Years of booze had rotted out Albert’s nervous system, and he now had alcohol-induced Tourette’s. After state cutbacks, the mental institution in Bangor had booted all its nonviolent patients, no matter how severe their conditions. Four of them were Corpus Christi natives, and when they returned home Fenstad set up a mental health clinic at the hospital for them. When they weren’t at his group meetings, they were hanging out at the only other public place that would have them: the library. A few of them lived in subsidized housing near the Motel 6, the only part of Corpus Christi that wasn’t solidly upper middle class. They survived on disability benefits and charity. At the library they spent their time reading books, surfing the Internet, and napping on the leather reading chairs that the Walker family had donated. People complained, but the way Meg saw it, the library existed for the public good. So long as they didn’t bother anybody, they had a right to be here, too.

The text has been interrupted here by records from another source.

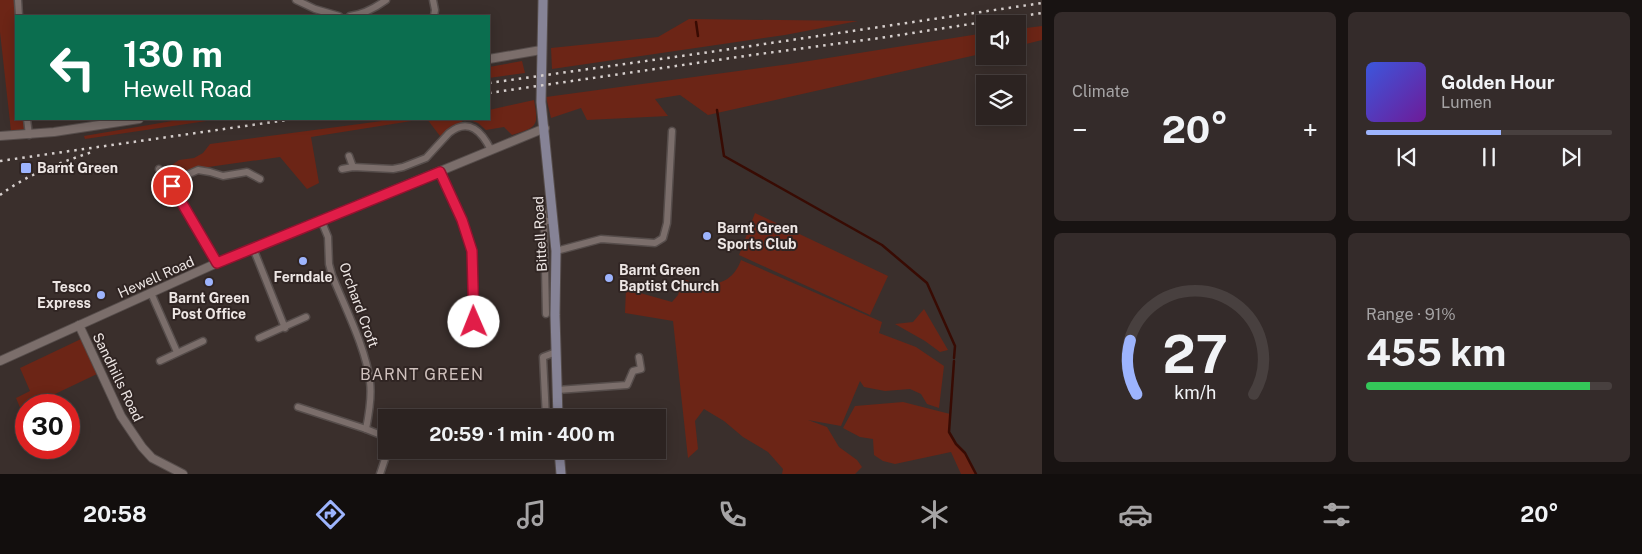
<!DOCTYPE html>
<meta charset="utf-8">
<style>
body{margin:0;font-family:"Public Sans",sans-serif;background:#342b2a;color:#f1f3f6;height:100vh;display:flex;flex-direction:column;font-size:19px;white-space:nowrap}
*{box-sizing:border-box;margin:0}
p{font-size:16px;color:#a6a4a5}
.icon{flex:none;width:28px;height:28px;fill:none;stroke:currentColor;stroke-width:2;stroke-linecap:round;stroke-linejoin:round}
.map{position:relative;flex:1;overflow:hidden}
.side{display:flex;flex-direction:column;gap:12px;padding:12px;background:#181312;width:600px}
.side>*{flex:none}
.top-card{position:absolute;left:15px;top:15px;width:475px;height:105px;border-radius:0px;box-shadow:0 2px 12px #0003,0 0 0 1px #48403f;background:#0b6e4f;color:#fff;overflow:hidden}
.tools{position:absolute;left:976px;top:15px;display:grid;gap:10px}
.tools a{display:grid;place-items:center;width:50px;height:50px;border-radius:0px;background:#2c2321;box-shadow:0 2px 12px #0003,0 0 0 1px #48403f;font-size:25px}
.speed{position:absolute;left:15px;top:394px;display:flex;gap:10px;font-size:25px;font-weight:700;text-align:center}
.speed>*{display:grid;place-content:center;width:65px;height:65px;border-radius:50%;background:#2c2321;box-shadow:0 2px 12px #0003,0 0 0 1px #48403f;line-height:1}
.speed .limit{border:8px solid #d22;background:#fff;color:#111}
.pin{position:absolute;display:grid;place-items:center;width:42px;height:42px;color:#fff;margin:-21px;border:2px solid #fff;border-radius:50%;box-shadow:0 1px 5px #0007}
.me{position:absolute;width:55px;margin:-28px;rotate:359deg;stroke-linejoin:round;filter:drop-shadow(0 0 4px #0008)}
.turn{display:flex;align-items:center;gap:18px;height:105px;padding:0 25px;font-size:22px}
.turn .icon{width:65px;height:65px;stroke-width:2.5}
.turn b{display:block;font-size:35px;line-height:42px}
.big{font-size:38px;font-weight:700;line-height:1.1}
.side .widget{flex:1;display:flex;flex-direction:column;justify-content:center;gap:8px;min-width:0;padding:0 18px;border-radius:8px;background:#342b2a}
.side .dial{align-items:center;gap:0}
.dial svg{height:130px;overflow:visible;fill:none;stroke:#48403f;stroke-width:7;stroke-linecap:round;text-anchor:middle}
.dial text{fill:#f1f3f6;stroke:none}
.song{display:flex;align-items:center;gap:15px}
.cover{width:60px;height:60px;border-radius:8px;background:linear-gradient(135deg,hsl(230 70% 55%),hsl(280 70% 35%))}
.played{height:5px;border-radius:2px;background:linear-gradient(90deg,#9db4fd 55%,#48403f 55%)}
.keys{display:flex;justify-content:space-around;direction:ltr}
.heat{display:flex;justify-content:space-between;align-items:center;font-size:28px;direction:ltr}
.charge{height:8px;border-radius:4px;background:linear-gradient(90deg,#34c759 91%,#48403f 0)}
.side .tiles{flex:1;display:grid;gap:12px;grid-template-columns:repeat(2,1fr)}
.trip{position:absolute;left:378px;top:409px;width:288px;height:50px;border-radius:0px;background:#2c2321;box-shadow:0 2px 12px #0003,0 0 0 1px #48403f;font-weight:700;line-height:50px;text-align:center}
.dock{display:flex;height:80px;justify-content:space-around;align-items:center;background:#120e0d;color:#a6a4a5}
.dock .icon{width:35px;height:35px}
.dock .current{color:#9db4fd}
.dock b{font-size:22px;color:#f1f3f6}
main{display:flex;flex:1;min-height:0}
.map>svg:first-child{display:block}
.green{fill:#6c2516}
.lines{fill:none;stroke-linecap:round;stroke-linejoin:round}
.stream{stroke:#380b03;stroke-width:2.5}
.minor-casing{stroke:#564d4b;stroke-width:9}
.tertiary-casing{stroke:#564d4b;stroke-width:10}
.secondary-casing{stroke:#564d4b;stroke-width:11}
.minor{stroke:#7b6e6b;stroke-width:6}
.tertiary{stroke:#7b6e6b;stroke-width:8}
.secondary{stroke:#868396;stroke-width:9}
.rail{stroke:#d6cfcd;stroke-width:2.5;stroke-dasharray:2.5 5;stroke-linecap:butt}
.route-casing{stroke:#92132f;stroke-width:12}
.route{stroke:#e11d48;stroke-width:9}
.poi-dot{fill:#9db4fd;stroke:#302523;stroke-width:2}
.labels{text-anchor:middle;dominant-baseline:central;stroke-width:4;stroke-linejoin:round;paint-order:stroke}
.poi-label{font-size:14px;font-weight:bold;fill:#ede6e4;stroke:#302523;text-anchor:start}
.street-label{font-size:14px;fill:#ede6e4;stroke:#302523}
.quarter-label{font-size:16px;letter-spacing:1px;fill:#cfc1bd;stroke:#302523}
</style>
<main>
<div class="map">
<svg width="1042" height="474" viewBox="0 0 1042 474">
<rect width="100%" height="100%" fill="#3a2f2c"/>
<g class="green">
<path d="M 0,0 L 14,0 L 16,24 L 16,119 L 25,119 L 26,129 L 11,131 L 0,32 Z"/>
<path d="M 689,19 L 858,21 L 785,35 L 552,69 L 551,48 L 658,37 Z"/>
<path d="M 1042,26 L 1042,40 L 1018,46 L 1018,29 Z"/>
<path d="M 985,33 L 985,53 L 708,115 L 680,95 L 655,99 L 668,116 L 587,120 L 581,108 L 551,118 L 546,97 L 790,64 Z"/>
<path d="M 522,61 L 525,73 L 489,78 L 489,67 Z"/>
<path d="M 534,100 C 539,127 537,127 512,135 L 504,127 L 486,130 L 478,123 L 467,119 L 489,119 L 489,110 Z"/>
<path d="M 184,119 L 220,119 L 85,139 L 84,136 Z"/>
<path d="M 397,119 L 424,119 L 311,137 L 319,183 L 307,189 L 280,157 L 194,169 L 172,182 L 166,172 L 172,165 L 179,160 L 194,158 L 203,153 L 210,144 Z"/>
<path d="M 427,119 L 466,119 L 440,136 Z"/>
<path d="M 755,213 L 888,276 L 870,315 L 739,255 Z"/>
<path d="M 741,260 L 882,322 L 879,333 L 916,347 L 944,366 L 939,408 L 927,404 L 921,394 L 910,389 L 885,391 L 864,387 L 860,381 L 841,426 L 808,420 L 827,427 L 839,447 L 857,460 L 862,467 L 855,474 L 782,474 L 783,469 L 768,452 L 743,437 L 724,421 L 704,409 L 695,421 L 698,449 L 688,458 L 673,321 L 625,313 L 626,289 L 672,302 L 678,295 L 683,279 C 707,287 731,288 741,260 Z"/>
<path d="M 924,309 L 948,350 L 940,352 L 925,341 L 895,324 L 913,322 Z"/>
<path d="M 81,339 L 97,374 L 32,405 L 26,405 L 26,408 L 21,410 L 16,398 L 30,391 L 20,368 Z"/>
<path d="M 903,402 L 950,414 L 949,432 L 956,444 L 965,453 L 976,474 L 961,474 L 951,452 L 895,464 L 883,461 L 874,455 L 873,439 L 860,437 L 843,428 L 855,406 Z"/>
</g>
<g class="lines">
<g class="stream">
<path d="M 696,22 L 698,36"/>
<path d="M 717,110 L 724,156 L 882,245 L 927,283 L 955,346 L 954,358"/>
<path d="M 954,361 L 949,432 L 956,444 L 965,453 L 976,474"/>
</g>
<g class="minor-casing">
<g id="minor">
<path d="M 18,0 L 19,16"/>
<path d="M 296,0 L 315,9 L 339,16"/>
<path d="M 433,0 L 435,10 L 434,16"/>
<path d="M 350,16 C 364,14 375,8 386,0"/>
<path d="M 27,119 L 29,135"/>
<path d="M 349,156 L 353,167"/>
<path d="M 159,169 L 163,172 L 217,263"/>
<path d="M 342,169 L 353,167 L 393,169 L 403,167 L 426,158 L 449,133 C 469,117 482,132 491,150"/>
<path d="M 440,172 L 462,221 L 472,251 L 474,322 L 469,328"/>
<path d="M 172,186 L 189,174 L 198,170 L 210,172 L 223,176 L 247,172 L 260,179"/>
<path d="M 543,210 L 544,221 L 548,221"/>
<path d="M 321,220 L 328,237 L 329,264 L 332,275 C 345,308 366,348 370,382 C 372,397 369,414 366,429 L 386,437"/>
<path d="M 544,221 L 546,314"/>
<path d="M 253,248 L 285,328"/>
<path d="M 556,251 L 601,239 L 655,243 L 663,238 L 667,223 L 672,131"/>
<path d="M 151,293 L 177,352"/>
<path d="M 259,338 L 306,317"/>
<path d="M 160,361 L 203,341"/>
<path d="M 557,390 L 627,385 L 633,371 L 641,369 L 639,357"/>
<path d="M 298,407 L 366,429"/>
<path d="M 546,418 L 543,357 L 556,352"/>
<path d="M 423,450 L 427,451 L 429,450"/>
<path d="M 380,474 L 388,450"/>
</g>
</g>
<g class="tertiary-casing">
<g id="tertiary">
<path d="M 489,59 L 541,50"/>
<path d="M 0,136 L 54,132 L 139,119"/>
<path d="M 79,325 L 121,416 L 142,447 L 152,458 L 183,474"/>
<path d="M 0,361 L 217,263 L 545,128"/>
</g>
</g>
<g class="secondary-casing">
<g id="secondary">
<path d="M 543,0 L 541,102 L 556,251 L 555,315 L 558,418"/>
<path d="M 559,450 L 561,474"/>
</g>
</g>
<use href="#minor" class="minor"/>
<use href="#tertiary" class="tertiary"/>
<use href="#secondary" class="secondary"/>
<g class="rail">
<path d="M 489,83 L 710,52 L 1042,3"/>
<path d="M 489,93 L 752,55 L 880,38 L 1042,13"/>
<path d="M 0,161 L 294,119"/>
<path d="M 0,195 C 28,174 59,163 92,152"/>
</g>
</g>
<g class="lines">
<g class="route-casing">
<path id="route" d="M 172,186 L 217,263 L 440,172 L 462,220 L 472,251 L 474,322"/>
</g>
<use href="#route" class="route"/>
</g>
<g class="poi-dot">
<rect x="20" y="162" width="12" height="12" rx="2.5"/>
<circle cx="707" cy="236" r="5"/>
<circle cx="303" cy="261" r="5"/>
<circle cx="609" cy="278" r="5"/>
<circle cx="209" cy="282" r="5"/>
<circle cx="101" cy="295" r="5"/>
</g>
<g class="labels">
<g class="poi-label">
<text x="37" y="168">Barnt Green</text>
<text x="717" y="228">Barnt Green<tspan x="717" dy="16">Sports Club</tspan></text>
<text x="619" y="270">Barnt Green<tspan x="619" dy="16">Baptist Church</tspan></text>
<text x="303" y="277" text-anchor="middle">Ferndale</text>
<text x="91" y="287" text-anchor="end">Tesco<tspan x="91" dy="16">Express</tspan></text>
<text x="209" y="298" text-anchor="middle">Barnt Green<tspan x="209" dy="16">Post Office</tspan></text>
</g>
<g class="street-label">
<text transform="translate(540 234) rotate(-93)">Bittell Road</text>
<text transform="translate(156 277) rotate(-24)">Hewell Road</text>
<text transform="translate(359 305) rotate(70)">Orchard Croft</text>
<text transform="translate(118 377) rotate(64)">Sandhills Road</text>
</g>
<g class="quarter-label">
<text x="422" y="374">BARNT GREEN</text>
</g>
</g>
</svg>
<div class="tools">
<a><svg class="icon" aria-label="sound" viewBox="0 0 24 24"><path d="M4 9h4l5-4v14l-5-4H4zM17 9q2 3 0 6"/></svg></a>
<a><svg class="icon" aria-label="layers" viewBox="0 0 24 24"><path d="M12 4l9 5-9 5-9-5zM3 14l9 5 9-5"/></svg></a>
</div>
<div class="speed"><div class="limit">30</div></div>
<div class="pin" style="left:172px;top:186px;background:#d93025"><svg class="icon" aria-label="arrive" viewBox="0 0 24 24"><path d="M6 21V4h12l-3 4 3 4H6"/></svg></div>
<svg class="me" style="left:474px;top:322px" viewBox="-20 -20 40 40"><circle r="19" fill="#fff"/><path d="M0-13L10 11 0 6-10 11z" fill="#e11d48"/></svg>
<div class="trip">20:59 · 1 min · 400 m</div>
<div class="top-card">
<div class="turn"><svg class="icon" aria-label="left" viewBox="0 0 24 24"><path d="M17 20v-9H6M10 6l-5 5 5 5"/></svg><div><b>130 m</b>Hewell Road</div></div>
</div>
</div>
<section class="side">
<div class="tiles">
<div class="widget"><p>Climate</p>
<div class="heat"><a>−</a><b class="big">20°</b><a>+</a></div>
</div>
<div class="widget">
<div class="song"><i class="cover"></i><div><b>Golden Hour</b><p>Lumen</p></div></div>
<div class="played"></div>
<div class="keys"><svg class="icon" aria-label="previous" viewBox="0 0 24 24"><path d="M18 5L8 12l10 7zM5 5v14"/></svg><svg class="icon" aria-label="pause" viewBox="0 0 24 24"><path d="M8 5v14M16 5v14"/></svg><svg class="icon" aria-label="next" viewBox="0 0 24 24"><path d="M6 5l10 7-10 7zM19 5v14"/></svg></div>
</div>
<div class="widget dial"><svg viewBox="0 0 100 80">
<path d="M14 69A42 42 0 1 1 86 69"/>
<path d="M14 69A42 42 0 0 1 10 36" stroke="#9db4fd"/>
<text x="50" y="56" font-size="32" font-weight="700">27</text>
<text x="50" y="72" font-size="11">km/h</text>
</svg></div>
<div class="widget"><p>Range · 91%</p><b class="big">455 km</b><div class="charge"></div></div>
</div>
</section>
</main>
<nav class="dock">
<b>20:58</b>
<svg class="icon current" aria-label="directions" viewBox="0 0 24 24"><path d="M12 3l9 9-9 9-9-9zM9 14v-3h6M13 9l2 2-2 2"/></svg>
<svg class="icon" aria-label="music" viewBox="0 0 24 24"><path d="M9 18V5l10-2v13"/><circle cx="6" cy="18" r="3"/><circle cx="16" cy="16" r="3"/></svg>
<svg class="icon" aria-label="phone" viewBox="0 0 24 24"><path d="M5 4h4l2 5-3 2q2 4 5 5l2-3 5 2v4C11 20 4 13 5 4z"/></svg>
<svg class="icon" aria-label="climate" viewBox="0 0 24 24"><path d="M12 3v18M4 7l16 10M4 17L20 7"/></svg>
<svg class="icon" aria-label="car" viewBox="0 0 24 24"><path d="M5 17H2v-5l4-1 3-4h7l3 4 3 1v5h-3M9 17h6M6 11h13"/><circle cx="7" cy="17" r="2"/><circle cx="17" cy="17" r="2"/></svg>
<svg class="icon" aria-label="filters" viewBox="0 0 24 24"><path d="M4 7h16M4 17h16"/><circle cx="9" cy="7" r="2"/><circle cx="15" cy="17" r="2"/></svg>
<b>20°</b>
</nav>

Albert was her favorite. Like a connoisseur savoring a 2001 Burgundy, he smelled new books before opening them. More importantly, he returned them on time. He was a voracious reader, and over the years he’d researched subjects that ranged from thermodynamics, to hematology, to his current obsession, Civil War camps. This last month he’d been stuck on the blight in American history that was Andersonville, Georgia. Thirteen thousand Union soldiers died there during its two years of operation. Nearby farmers had remained silent, even while mass graves began appearing like potholes along the camp’s periphery.
Meg wasn’t keen on supporting Albert’s more macabre interests, but when he got ideas in his head he was adamant, and there wasn’t much she could do to dissuade him. “Why the Civil War?” she’d asked last week. Without looking up from The Trials of an Andersonville Prison Guard, his head and hands shaking, he’d told her, “It’s like an organism with immune disease. Aheem. AHEEM. It’s a body that attacks itself.”